→ Exercise description
How many lines of the records hold the string "labels"? Reply with the number alone.

→ Data
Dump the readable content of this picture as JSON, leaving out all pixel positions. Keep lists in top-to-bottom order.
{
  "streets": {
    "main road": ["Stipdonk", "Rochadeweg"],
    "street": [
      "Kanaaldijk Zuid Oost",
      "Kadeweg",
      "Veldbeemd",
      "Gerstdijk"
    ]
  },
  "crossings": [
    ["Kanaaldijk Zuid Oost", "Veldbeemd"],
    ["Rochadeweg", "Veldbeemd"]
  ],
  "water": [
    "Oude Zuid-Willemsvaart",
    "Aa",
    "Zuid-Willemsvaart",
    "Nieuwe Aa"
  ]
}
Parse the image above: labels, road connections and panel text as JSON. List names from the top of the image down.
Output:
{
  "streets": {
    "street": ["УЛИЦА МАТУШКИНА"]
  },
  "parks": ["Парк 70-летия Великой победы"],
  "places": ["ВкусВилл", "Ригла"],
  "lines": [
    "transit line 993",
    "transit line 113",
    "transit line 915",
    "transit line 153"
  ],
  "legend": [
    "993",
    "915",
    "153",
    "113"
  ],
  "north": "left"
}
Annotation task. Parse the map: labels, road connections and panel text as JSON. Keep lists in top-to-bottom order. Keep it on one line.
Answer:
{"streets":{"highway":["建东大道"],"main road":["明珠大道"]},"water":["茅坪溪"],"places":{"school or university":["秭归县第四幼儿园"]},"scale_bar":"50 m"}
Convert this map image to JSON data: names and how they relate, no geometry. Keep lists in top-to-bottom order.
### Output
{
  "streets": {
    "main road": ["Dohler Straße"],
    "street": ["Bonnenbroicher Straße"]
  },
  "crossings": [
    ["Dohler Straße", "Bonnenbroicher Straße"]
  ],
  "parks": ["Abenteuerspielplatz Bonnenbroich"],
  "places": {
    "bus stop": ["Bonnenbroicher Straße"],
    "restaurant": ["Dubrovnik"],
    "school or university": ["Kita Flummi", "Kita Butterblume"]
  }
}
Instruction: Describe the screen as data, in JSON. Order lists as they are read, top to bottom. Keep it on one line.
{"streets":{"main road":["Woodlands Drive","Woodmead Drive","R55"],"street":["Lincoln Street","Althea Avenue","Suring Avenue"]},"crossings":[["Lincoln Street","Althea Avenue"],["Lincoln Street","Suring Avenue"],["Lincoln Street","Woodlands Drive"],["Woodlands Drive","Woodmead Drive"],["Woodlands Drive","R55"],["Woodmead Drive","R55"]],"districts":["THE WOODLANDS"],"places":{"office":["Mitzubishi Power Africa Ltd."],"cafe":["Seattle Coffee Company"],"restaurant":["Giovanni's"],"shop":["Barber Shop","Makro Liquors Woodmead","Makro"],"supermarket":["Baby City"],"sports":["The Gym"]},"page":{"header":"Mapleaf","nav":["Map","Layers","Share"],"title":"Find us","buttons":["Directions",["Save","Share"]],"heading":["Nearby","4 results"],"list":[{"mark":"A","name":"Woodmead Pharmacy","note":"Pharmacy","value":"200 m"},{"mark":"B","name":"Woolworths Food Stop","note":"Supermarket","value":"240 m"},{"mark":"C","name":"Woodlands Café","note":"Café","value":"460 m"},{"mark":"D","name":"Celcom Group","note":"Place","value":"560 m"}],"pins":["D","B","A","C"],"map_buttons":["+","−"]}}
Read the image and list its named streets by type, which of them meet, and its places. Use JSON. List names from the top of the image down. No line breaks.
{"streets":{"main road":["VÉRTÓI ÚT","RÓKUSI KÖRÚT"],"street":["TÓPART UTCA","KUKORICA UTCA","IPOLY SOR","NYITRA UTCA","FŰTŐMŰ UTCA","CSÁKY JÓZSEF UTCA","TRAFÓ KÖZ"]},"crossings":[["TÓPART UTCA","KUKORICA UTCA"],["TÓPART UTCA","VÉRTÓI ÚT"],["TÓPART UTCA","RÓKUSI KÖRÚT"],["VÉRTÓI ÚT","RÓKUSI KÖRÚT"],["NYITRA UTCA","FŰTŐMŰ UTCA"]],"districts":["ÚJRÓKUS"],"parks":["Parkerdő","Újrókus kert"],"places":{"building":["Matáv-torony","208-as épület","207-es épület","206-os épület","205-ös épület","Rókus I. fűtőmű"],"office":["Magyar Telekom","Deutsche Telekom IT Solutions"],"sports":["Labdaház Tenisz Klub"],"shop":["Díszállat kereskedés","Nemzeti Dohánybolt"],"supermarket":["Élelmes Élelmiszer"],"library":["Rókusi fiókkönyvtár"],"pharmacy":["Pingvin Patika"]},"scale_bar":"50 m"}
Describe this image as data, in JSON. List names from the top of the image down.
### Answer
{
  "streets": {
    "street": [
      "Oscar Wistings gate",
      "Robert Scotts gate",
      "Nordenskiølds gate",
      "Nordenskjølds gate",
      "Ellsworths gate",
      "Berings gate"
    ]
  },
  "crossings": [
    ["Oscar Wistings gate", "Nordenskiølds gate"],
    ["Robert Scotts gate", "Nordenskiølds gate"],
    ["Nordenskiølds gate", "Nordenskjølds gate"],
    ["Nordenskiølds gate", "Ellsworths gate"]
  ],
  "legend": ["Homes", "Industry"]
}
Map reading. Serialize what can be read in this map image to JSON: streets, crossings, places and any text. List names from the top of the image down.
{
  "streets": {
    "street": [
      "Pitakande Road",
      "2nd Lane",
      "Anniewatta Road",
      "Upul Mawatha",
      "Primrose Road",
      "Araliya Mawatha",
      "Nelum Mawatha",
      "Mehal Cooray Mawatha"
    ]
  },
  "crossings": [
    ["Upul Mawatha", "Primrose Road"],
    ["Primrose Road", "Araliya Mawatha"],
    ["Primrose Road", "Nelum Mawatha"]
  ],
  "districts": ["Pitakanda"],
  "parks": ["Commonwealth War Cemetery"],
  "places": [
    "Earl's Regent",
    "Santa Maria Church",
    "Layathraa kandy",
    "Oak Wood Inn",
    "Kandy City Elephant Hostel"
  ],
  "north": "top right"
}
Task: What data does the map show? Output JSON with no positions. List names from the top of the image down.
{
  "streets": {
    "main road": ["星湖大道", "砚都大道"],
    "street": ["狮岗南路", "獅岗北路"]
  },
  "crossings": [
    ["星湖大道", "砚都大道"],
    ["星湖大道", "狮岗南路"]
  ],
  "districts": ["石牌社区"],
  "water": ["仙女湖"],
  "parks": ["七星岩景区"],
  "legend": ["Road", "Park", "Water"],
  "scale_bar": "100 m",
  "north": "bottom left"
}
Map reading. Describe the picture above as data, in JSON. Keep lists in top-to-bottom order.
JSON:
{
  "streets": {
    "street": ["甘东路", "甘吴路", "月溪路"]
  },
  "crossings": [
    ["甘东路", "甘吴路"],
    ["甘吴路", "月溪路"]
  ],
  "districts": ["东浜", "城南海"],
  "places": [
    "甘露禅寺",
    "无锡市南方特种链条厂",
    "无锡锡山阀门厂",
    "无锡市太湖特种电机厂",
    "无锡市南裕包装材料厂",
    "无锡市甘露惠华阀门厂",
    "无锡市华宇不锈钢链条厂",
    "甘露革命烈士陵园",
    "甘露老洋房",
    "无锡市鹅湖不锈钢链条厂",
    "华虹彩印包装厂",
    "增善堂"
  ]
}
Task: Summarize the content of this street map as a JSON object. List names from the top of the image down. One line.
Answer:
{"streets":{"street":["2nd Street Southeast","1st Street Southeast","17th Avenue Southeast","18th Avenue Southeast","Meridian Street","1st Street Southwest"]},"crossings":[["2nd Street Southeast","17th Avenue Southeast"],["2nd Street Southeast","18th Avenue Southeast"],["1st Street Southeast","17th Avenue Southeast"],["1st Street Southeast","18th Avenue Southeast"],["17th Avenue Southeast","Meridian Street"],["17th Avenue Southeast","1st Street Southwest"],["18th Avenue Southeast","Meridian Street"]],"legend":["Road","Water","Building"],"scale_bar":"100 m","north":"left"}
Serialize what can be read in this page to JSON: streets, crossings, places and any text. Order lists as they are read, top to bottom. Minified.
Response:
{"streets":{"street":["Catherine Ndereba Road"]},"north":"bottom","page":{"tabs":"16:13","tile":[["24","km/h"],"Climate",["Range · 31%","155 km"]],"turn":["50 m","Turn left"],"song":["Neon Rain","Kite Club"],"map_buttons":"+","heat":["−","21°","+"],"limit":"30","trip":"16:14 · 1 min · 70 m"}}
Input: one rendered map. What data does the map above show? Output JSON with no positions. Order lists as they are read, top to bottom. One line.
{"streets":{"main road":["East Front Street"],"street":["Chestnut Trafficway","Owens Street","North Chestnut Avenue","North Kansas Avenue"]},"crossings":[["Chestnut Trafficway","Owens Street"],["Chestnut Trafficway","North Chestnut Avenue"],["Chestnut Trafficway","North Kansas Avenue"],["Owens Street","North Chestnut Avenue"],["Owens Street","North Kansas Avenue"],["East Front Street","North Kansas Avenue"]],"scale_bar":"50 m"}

→ Result for this task
2